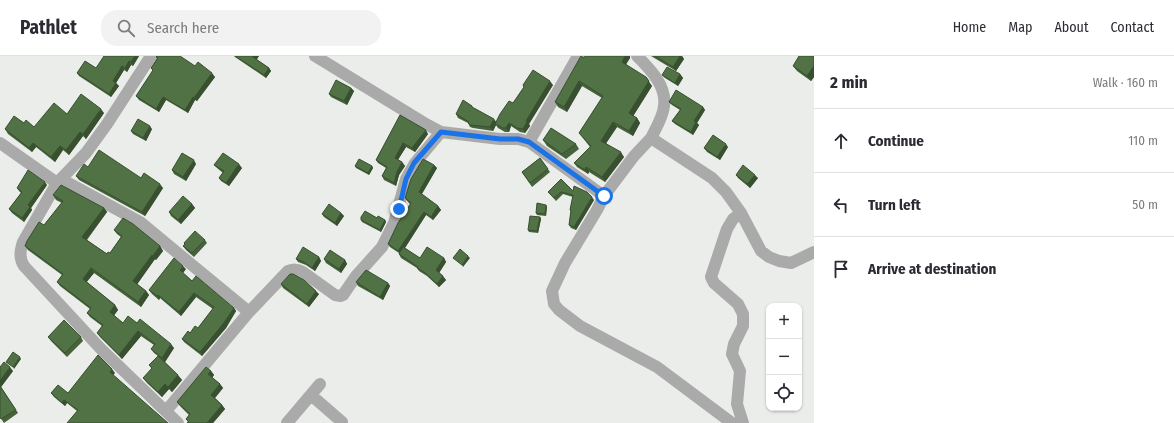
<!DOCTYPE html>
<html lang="en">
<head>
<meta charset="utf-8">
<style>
	:root { --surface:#fff; --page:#f2f2f3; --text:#2b2b33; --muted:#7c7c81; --line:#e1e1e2 }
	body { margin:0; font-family:"Fira Sans Condensed",sans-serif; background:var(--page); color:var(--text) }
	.controls { position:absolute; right:12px; bottom:12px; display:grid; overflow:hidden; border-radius:8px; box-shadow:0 1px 3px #0004 }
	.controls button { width:36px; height:36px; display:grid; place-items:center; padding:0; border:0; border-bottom:1px solid var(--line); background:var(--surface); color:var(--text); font:20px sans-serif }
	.stop { position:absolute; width:12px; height:12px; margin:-9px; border:3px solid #1a73e8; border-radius:50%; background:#fff }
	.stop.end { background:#1a73e8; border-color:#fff; box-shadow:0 1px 4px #0008 }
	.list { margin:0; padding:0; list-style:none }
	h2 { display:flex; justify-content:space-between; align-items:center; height:52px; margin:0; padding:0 16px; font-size:17px }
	h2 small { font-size:13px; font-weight:400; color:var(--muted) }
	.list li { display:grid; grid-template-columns:26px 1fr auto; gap:12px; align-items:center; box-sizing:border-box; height:64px; padding:0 16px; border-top:1px solid var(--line) }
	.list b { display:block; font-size:15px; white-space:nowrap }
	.list em { font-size:13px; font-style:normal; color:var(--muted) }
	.icon { flex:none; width:22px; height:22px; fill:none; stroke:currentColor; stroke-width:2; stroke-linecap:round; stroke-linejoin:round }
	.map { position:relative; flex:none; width:814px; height:367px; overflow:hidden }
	header { display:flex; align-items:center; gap:24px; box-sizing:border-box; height:56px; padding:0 20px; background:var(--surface); border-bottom:1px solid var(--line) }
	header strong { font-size:19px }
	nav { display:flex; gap:22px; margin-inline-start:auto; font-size:14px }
	.search { width:280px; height:36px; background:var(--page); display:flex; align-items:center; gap:10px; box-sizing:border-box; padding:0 14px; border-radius:16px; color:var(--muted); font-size:15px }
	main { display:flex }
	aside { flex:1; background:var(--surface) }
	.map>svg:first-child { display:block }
</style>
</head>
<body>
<header>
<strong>Pathlet</strong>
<div class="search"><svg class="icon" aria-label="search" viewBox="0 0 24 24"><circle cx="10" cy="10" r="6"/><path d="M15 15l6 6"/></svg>Search here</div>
<nav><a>Home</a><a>Map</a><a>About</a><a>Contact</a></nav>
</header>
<main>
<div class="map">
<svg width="814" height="367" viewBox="0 0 814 367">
	<rect width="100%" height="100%" fill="#ebedeb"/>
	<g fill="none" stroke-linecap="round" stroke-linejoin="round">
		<!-- street -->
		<path stroke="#a9aaa9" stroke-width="12" d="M315,0L426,68L441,76L500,83H518L529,86L604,140L634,100L651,82L712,122L726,136L741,157L761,195L769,201L779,205L791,207L814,196
			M637,0C650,13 667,30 664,50C663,61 656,72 651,82
			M529,86L578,0
			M0,87L57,127L23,186C20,195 19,202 24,210L100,292L178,367
			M61,123L140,166L249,256
			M57,127L86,97L107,68L151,0
			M604,140L597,154L565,207L552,235L554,248L559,254L580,270L657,311L732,367
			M741,157L733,163L727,173L711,221L714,227L738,248L743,258V270L734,288L732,298L740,315L737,348L743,367
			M311,339L342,366
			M166,355L249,256L288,215C294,213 297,213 303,216L335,239L341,240L343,239L356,220L382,191L394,167L406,123L415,107L441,76
			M287,367L320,328"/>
	</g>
	<!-- wall -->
	<path fill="#45623a" d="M139,0L133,10L131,9L127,16L124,14L116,27L119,30L111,41L79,20L77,17L96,12Z
		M234,0H259L256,3L269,12L271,15L266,22L235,1Z
		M651,0H682L684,3L676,15Z
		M814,0V21L811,25L797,15L793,10Z
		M156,1L195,10L215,21L197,45L195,44L188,57L166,44L159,56L139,44L136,40L153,15L151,12L157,2Z
		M584,2H630L626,8L652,30L633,60L637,62L640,67L633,80L617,71L606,87L624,101L605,126L589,116L588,118L577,111L574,107L590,91L579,77L602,42L582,30L567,56L558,51L555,46Z
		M680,18L683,22L678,30L665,22L662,19Z
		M523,29H553L529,68L530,70L525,77L520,76L511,70L509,76H505L498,72L496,69L493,75L473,72L470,71L468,67L458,62L456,58L474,52L496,66L513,47L524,31Z
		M351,32L354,35L347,49L331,41L329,38Z
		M669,46L703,51L705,54L697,67L699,69L693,79L675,68L672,65L680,54L672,49Z
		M104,57L86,83L83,80L69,99L63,94L55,106L36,91L32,96L8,78L5,73L24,67L34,71L67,58Z
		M400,59L428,78L415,96L406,91L398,104L402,106L405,110L399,119L396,130L384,124L382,120L386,112L378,107L376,104Z
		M152,73L146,85L133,78L131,75Z
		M543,84L576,88L579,93L566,103L547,90Z
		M728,91L720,104L707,96L704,92Z
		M540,102L550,116L532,131L522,116Z
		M196,108L186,125L174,118L172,114Z
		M214,109L242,112L229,130L221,125L219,122L223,117L217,112Z
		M434,109L437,112L422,138L438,150L441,154L433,164L426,159L405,192L420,202H444L446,206L439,217L446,224L439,231L427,220L419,215L417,212L401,202L399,198V197L390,191L388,188L410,148L408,146L405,142Z
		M355,110H372L373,112L369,119L356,112Z
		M88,111L141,122L163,132L145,160L79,124L76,120Z
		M736,119L758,122L750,132L738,122Z
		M47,129L31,152L32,154L24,166L12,157L9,153L21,137L19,135L17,132Z
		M573,135L594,144L576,174L571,172L569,169L571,155L570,154L573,141L563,138L556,145L548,136Z
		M53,139L104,152L107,156L87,184L107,198L110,197L121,181L117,178L114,174L160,190L163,195L156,204L155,203L137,228L146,235L149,239L141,251L94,217L86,226L115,249L118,254L113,260L123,267H137L174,292L165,306L182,324L172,336L169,333L162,341L147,327L143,322L152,313L149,309L158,300L154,297L151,293L154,289L141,280L122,303L100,281L97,277L102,270L90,261L87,257L90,253L60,230L57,226L62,219L28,194L25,190L44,169L62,147L56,144Z
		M192,148L195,152L181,168L171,160L169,156Z
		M547,150L546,160L537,159L536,157Z
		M341,157L344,160L337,170L324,161L322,158Z
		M540,161L541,163L538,177L529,176L528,174Z
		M377,162L385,164L386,166L381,176L362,166L361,164Z
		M205,184L207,187L194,201L186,194L183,190Z
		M319,201L321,205L315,215L306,209L298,206L296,203Z
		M324,203L345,204L347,208L341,217L326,207Z
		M186,213L183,217L192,225L234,252L236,255L226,272L202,300L184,286L182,283L198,272L213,253L196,241L181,260L160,242L159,244L152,238L149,234Z
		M356,226L388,227L390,230L383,244L358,230Z
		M281,228L319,238L309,251L283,232Z
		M48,281H81L83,285L67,301L51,285Z
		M0,311L13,315L1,331L18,357L4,367L0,361Z
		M211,315L214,319L212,322L220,328L223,332L215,342L222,349L225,353L213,367H187L188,366L186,363L189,359L180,350L177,346Z
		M115,317L77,355L67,347L65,350L54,341L51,337H68Z"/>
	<!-- shaded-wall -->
	<path fill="#385030" d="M135,0H139L133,10L131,6Z
		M254,0H259L256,5L253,1Z
		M625,0H630V2L625,10L622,6Z
		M680,0H682L684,3L676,15L673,11Z
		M129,5L131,9L127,16L125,12Z
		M122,10L124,14L116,27L119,30L111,41L109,38L113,25Z
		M814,10V21L811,25L807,20Z
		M269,12L271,15L266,22L264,19Z
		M212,17L215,21L197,45L194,42Z
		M680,18L683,22L678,30L675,27Z
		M646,21L652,30L632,62L629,57Z
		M550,25L553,29L529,68L530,70L525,77L523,73L526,65Z
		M579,25L582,30L567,56L564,51Z
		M351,32L354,35L347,49L344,45Z
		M163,41L166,44L159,56L156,53Z
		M193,41L195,44L188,57L185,54Z
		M703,51L705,54L697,67L699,69L693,79L691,76L694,65Z
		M101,53L104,57L86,83L83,78Z
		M637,62L640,67L633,80L629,75Z
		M494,63L497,67L493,75L490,71Z
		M613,66L617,71L605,89L601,85Z
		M509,67L511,70L509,76L506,72Z
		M150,70L152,73L146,85L143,82Z
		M426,74L428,78L415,96L412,92Z
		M80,76L83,80L69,99L66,94Z
		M33,87L36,91L32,96L29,92Z
		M403,87L406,91L397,105L395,102Z
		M726,88L728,91L720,104L717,101Z
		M60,90L63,94L55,106L51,101Z
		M621,96L624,101L605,126L602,121Z
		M194,104L196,108L186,125L183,121Z
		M402,106L405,110L399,119L396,130L394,127L397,116Z
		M239,108L242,112L229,130L226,127Z
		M434,109L437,112L421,139L419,136Z
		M372,110L373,112L369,119L368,117Z
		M586,111L589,116L588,118L585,114Z
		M755,119L758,122L750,132L747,128Z
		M45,126L47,129L31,152L32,154L24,166L22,162L28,149Z
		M160,128L163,132L145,160L142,156Z
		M592,141L594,144L576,174L574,171Z
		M192,148L195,152L181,168L178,164Z
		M546,149L547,150L546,160L545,158Z
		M438,150L441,154L433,164L431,161Z
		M104,152L107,156L85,185L82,181Z
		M424,156L426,159L401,198L398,195Z
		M341,157L344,160L337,170L335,167Z
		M540,161L541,163L538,177L537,175Z
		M385,164L386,166L381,176L380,174Z
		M160,190L163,195L156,204L153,200Z
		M152,199L155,203L136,230L133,225Z
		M468,200L470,202L463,211L462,209Z
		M319,201L321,205L315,215L312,212Z
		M444,202L446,206L439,217L436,214Z
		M345,204L347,208L341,217L339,213Z
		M183,210L186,213L182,218L180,214Z
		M91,212L94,217L86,227L83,223Z
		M443,220L446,224L439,231L437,228Z
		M388,227L390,230L383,244L380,241Z
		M146,235L149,239L141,251L138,246Z
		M316,235L319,238L309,251L307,248Z
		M194,237L196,241L181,260L179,256Z
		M158,239L160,242L159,244L157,240Z
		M115,249L118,254L113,261L110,256Z
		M234,252L236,255L226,272L202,300L200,296Z
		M138,275L141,280L122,303L119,299Z
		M171,288L174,292L165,306L162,302Z
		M20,301L21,303L14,313L13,311Z
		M10,311L13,315L1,331L18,357L0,330V325Z
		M112,313L115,317L112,320L110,316Z
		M211,315L214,319L211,323L208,318Z
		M178,319L182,324L172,336L168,331Z
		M165,328L169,333L162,341L158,336Z
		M220,328L223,332L214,343L211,339Z
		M64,344L67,347L65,350L62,347Z
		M222,349L225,353L213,367H207Z"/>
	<!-- building -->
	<path fill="#507244" stroke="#385030" d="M104,0H135L131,6L129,5L125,12L122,10L113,25L116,27L109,38L77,17L85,5L96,12Z
		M157,0H180L195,10L198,6L212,17L194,42L193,41L185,54L163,41L156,53L136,40L153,14L151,12L158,2L156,1Z
		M235,0H254L253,1L269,12L264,19Z
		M581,0L584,2L585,0H625L622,6L646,21L649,25L629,57L637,62L629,75L613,66L601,85L621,96L602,121L586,111L585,114L574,107L591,90L579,77L603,40L579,25L564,51L555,46Z
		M655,0H680L673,11Z
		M799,0H814V10L807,20L793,10Z
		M667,11L680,18L675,27L662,19Z
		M533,14L550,25L526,65L527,66L523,73L517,72L509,67L506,72H503L495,68L500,58L509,45L513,47L524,31L523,29Z
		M336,24L351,32L344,45L329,38Z
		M676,34L703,51L694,65L696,66L691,76L672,65L681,53L669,46Z
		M81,38L101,53L83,78L80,76L66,94L60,90L51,101L33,87L29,92L5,73L14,60L24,67L26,64L34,71L54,47L67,58Z
		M463,44L472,50V51L494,63L490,71L470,69L468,67L469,66L456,58Z
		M400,59L426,74L412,92L403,87L395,102L402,106L397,116L394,127L382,120L387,111L376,104Z
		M138,63L150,70L143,82L131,75Z
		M551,72L576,88L562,98L543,84Z
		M713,79L726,88L717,101L704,92Z
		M99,94L141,122L144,117L160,128L142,156L76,120L84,108L88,111Z
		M182,97L194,104L183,121L172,114Z
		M223,97L239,108L226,127L219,122L224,115L214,109Z
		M540,102L548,113L530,127L522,116Z
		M359,103L372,110L368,117L355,110Z
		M423,103L434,109L419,136L438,150L431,161L424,156L398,195L388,188L398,167L411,147L405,142L411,123Z
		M743,109L755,119L747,128L736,119Z
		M28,114L45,126L28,149L30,151L22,162L9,153L22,136L17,132Z
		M561,123L573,135L574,130L587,136L592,141L574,171L569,169L571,154H570L573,139L561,136L554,142L548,136Z
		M61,129L104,152L82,181L107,198L108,196L110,197L122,180L114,174L123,162L133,168L160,190L153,200L152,199L133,225L146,235L138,246L91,212L83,223L115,249L110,256L123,267L128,260L137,267L140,263L171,288L162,302L151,293L155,288L138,275L119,299L97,277L103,269L87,257L91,252L57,226L63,218L25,190L27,185L39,166L44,169L63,145L53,139Z
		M183,140L192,148L178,164L169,156Z
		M537,147L546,149L545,158L536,157Z
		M329,148L341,157L335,167L322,158Z
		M365,155L377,162L378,160L385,164L380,174L361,164V161Z
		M530,160L540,161L537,175L528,174Z
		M195,175L205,184L192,197L183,190L185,188L184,187Z
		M303,191L319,201L312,212L304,206L296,203Z
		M403,191L420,202L427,191L444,202L436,214L443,220L437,228L424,216L417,212L418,211L399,198Z
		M460,193L468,200L462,209L453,202Z
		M330,194L345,204L339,213L324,203Z
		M174,202L183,210L180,214L192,225L196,220L234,252L223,268L200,296L182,283L188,275L190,277L195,270L198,272L214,251L194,237L179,256L158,239L157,240L149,234Z
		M366,214L388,227L380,241L356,226Z
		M290,218H293L304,224L316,235L307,248L281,228Z
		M64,264L81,281L65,297L48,281Z
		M13,296L20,301L13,311L6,306Z
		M98,299L112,313L110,316L168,367H67L78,354L64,344L62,347L51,337L58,329L68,337Z
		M158,300L178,319L168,331L165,328L158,336L143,322L152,312L149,309Z
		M4,306L10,311L0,325V311Z
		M206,311L211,315L208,318L220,328L211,339L222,349L207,367H187L189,366L186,363L190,358L177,346Z
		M0,330L16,354L1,363L0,361Z"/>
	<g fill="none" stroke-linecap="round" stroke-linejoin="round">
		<!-- route -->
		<path stroke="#1a73e8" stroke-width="5" d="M399,153L406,123L414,107L441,76L500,83H518L529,86L604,140"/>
	</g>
</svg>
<div class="controls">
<button>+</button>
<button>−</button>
<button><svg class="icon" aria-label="locate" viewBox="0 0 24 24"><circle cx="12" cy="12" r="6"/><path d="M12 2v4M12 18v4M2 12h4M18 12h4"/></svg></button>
</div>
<div class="stop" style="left:604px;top:140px"></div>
<div class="stop end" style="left:399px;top:153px"></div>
</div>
<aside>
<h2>2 min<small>Walk · 160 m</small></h2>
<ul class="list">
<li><svg class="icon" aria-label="ahead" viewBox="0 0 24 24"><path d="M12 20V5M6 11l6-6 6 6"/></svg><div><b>Continue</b></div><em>110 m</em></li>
<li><svg class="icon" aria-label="left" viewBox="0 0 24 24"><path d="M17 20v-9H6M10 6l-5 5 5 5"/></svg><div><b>Turn left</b></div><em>50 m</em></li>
<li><svg class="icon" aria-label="arrive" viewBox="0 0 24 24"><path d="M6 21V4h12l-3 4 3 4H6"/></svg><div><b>Arrive at destination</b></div></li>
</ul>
</aside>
</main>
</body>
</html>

········

### THE PROBLEM
Once you find the line with "M426,74L428,78L415,96L412,92Z" above, print it and every line after it up to and including the line with "M235,0H254L253,1L269,12L264,19Z", exactly as written and nothing else.

### YOUR SOLUTION
		M426,74L428,78L415,96L412,92Z
		M80,76L83,80L69,99L66,94Z
		M33,87L36,91L32,96L29,92Z
		M403,87L406,91L397,105L395,102Z
		M726,88L728,91L720,104L717,101Z
		M60,90L63,94L55,106L51,101Z
		M621,96L624,101L605,126L602,121Z
		M194,104L196,108L186,125L183,121Z
		M402,106L405,110L399,119L396,130L394,127L397,116Z
		M239,108L242,112L229,130L226,127Z
		M434,109L437,112L421,139L419,136Z
		M372,110L373,112L369,119L368,117Z
		M586,111L589,116L588,118L585,114Z
		M755,119L758,122L750,132L747,128Z
		M45,126L47,129L31,152L32,154L24,166L22,162L28,149Z
		M160,128L163,132L145,160L142,156Z
		M592,141L594,144L576,174L574,171Z
		M192,148L195,152L181,168L178,164Z
		M546,149L547,150L546,160L545,158Z
		M438,150L441,154L433,164L431,161Z
		M104,152L107,156L85,185L82,181Z
		M424,156L426,159L401,198L398,195Z
		M341,157L344,160L337,170L335,167Z
		M540,161L541,163L538,177L537,175Z
		M385,164L386,166L381,176L380,174Z
		M160,190L163,195L156,204L153,200Z
		M152,199L155,203L136,230L133,225Z
		M468,200L470,202L463,211L462,209Z
		M319,201L321,205L315,215L312,212Z
		M444,202L446,206L439,217L436,214Z
		M345,204L347,208L341,217L339,213Z
		M183,210L186,213L182,218L180,214Z
		M91,212L94,217L86,227L83,223Z
		M443,220L446,224L439,231L437,228Z
		M388,227L390,230L383,244L380,241Z
		M146,235L149,239L141,251L138,246Z
		M316,235L319,238L309,251L307,248Z
		M194,237L196,241L181,260L179,256Z
		M158,239L160,242L159,244L157,240Z
		M115,249L118,254L113,261L110,256Z
		M234,252L236,255L226,272L202,300L200,296Z
		M138,275L141,280L122,303L119,299Z
		M171,288L174,292L165,306L162,302Z
		M20,301L21,303L14,313L13,311Z
		M10,311L13,315L1,331L18,357L0,330V325Z
		M112,313L115,317L112,320L110,316Z
		M211,315L214,319L211,323L208,318Z
		M178,319L182,324L172,336L168,331Z
		M165,328L169,333L162,341L158,336Z
		M220,328L223,332L214,343L211,339Z
		M64,344L67,347L65,350L62,347Z
		M222,349L225,353L213,367H207Z"/>
	<!-- building -->
	<path fill="#507244" stroke="#385030" d="M104,0H135L131,6L129,5L125,12L122,10L113,25L116,27L109,38L77,17L85,5L96,12Z
		M157,0H180L195,10L198,6L212,17L194,42L193,41L185,54L163,41L156,53L136,40L153,14L151,12L158,2L156,1Z
		M235,0H254L253,1L269,12L264,19Z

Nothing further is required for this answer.